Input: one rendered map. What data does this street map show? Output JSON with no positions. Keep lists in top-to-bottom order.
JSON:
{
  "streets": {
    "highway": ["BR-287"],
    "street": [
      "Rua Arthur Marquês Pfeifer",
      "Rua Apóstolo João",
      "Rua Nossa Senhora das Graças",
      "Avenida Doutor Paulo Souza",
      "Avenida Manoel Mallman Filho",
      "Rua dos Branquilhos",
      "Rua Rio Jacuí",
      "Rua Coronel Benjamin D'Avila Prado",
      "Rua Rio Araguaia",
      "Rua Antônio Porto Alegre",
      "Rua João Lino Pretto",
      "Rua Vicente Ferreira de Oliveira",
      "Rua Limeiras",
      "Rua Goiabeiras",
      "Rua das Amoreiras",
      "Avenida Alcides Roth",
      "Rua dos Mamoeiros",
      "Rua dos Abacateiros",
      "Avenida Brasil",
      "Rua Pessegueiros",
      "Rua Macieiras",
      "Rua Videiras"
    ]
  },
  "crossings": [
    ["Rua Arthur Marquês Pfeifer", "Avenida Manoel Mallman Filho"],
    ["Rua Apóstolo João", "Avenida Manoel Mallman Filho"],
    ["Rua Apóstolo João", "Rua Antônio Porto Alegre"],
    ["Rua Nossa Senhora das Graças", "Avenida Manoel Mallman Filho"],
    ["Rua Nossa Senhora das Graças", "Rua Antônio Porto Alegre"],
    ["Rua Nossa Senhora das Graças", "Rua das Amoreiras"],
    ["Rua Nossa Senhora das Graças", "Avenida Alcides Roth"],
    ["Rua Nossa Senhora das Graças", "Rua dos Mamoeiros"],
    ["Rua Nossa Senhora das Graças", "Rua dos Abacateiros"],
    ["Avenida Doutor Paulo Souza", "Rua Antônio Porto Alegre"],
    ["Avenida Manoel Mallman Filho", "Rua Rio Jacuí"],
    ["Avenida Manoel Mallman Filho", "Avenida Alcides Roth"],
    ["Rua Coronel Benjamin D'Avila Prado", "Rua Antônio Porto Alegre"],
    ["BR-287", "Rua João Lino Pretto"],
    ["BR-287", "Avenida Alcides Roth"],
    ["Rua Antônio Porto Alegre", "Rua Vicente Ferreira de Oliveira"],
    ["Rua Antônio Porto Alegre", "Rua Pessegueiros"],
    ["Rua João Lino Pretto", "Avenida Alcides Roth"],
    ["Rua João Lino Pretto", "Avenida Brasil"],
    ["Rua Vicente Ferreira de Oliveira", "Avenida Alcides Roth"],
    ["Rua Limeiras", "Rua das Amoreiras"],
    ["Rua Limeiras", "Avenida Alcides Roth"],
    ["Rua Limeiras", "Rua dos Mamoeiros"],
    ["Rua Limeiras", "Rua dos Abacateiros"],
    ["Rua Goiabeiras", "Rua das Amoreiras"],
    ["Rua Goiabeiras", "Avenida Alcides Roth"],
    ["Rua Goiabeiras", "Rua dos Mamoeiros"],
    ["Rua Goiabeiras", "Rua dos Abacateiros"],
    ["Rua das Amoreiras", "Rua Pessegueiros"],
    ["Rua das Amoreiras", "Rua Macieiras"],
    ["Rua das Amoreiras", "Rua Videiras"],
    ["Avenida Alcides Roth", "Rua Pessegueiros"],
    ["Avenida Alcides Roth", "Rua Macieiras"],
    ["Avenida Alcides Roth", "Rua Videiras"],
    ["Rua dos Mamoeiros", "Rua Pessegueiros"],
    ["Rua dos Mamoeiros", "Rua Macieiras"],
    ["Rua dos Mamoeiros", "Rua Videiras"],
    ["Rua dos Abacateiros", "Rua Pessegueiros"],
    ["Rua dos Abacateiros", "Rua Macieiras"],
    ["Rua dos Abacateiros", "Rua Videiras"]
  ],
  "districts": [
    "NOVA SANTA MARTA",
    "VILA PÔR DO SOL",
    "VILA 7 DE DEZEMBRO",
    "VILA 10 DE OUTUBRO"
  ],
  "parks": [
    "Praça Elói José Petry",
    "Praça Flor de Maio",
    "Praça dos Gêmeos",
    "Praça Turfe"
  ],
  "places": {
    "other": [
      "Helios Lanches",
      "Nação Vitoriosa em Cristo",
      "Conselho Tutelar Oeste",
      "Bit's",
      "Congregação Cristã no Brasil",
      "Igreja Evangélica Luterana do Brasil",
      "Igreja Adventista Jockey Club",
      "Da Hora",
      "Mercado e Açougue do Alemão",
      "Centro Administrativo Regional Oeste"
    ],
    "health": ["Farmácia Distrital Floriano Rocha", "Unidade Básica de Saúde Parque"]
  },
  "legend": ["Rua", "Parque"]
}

•••••

• **GOAL OF THE EXERCISE**
Transcription of the listing must be exact and complete.

• **SOLUTION TO THIS PROBLEM**
Input: one rendered map. What data does this street map show? Output JSON with no positions. Keep lists in top-to-bottom order.
JSON:
{
  "streets": {
    "highway": ["BR-287"],
    "street": [
      "Rua Arthur Marquês Pfeifer",
      "Rua Apóstolo João",
      "Rua Nossa Senhora das Graças",
      "Avenida Doutor Paulo Souza",
      "Avenida Manoel Mallman Filho",
      "Rua dos Branquilhos",
      "Rua Rio Jacuí",
      "Rua Coronel Benjamin D'Avila Prado",
      "Rua Rio Araguaia",
      "Rua Antônio Porto Alegre",
      "Rua João Lino Pretto",
      "Rua Vicente Ferreira de Oliveira",
      "Rua Limeiras",
      "Rua Goiabeiras",
      "Rua das Amoreiras",
      "Avenida Alcides Roth",
      "Rua dos Mamoeiros",
      "Rua dos Abacateiros",
      "Avenida Brasil",
      "Rua Pessegueiros",
      "Rua Macieiras",
      "Rua Videiras"
    ]
  },
  "crossings": [
    ["Rua Arthur Marquês Pfeifer", "Avenida Manoel Mallman Filho"],
    ["Rua Apóstolo João", "Avenida Manoel Mallman Filho"],
    ["Rua Apóstolo João", "Rua Antônio Porto Alegre"],
    ["Rua Nossa Senhora das Graças", "Avenida Manoel Mallman Filho"],
    ["Rua Nossa Senhora das Graças", "Rua Antônio Porto Alegre"],
    ["Rua Nossa Senhora das Graças", "Rua das Amoreiras"],
    ["Rua Nossa Senhora das Graças", "Avenida Alcides Roth"],
    ["Rua Nossa Senhora das Graças", "Rua dos Mamoeiros"],
    ["Rua Nossa Senhora das Graças", "Rua dos Abacateiros"],
    ["Avenida Doutor Paulo Souza", "Rua Antônio Porto Alegre"],
    ["Avenida Manoel Mallman Filho", "Rua Rio Jacuí"],
    ["Avenida Manoel Mallman Filho", "Avenida Alcides Roth"],
    ["Rua Coronel Benjamin D'Avila Prado", "Rua Antônio Porto Alegre"],
    ["BR-287", "Rua João Lino Pretto"],
    ["BR-287", "Avenida Alcides Roth"],
    ["Rua Antônio Porto Alegre", "Rua Vicente Ferreira de Oliveira"],
    ["Rua Antônio Porto Alegre", "Rua Pessegueiros"],
    ["Rua João Lino Pretto", "Avenida Alcides Roth"],
    ["Rua João Lino Pretto", "Avenida Brasil"],
    ["Rua Vicente Ferreira de Oliveira", "Avenida Alcides Roth"],
    ["Rua Limeiras", "Rua das Amoreiras"],
    ["Rua Limeiras", "Avenida Alcides Roth"],
    ["Rua Limeiras", "Rua dos Mamoeiros"],
    ["Rua Limeiras", "Rua dos Abacateiros"],
    ["Rua Goiabeiras", "Rua das Amoreiras"],
    ["Rua Goiabeiras", "Avenida Alcides Roth"],
    ["Rua Goiabeiras", "Rua dos Mamoeiros"],
    ["Rua Goiabeiras", "Rua dos Abacateiros"],
    ["Rua das Amoreiras", "Rua Pessegueiros"],
    ["Rua das Amoreiras", "Rua Macieiras"],
    ["Rua das Amoreiras", "Rua Videiras"],
    ["Avenida Alcides Roth", "Rua Pessegueiros"],
    ["Avenida Alcides Roth", "Rua Macieiras"],
    ["Avenida Alcides Roth", "Rua Videiras"],
    ["Rua dos Mamoeiros", "Rua Pessegueiros"],
    ["Rua dos Mamoeiros", "Rua Macieiras"],
    ["Rua dos Mamoeiros", "Rua Videiras"],
    ["Rua dos Abacateiros", "Rua Pessegueiros"],
    ["Rua dos Abacateiros", "Rua Macieiras"],
    ["Rua dos Abacateiros", "Rua Videiras"]
  ],
  "districts": [
    "NOVA SANTA MARTA",
    "VILA PÔR DO SOL",
    "VILA 7 DE DEZEMBRO",
    "VILA 10 DE OUTUBRO"
  ],
  "parks": [
    "Praça Elói José Petry",
    "Praça Flor de Maio",
    "Praça dos Gêmeos",
    "Praça Turfe"
  ],
  "places": {
    "other": [
      "Helios Lanches",
      "Nação Vitoriosa em Cristo",
      "Conselho Tutelar Oeste",
      "Bit's",
      "Congregação Cristã no Brasil",
      "Igreja Evangélica Luterana do Brasil",
      "Igreja Adventista Jockey Club",
      "Da Hora",
      "Mercado e Açougue do Alemão",
      "Centro Administrativo Regional Oeste"
    ],
    "health": ["Farmácia Distrital Floriano Rocha", "Unidade Básica de Saúde Parque"]
  },
  "legend": ["Rua", "Parque"]
}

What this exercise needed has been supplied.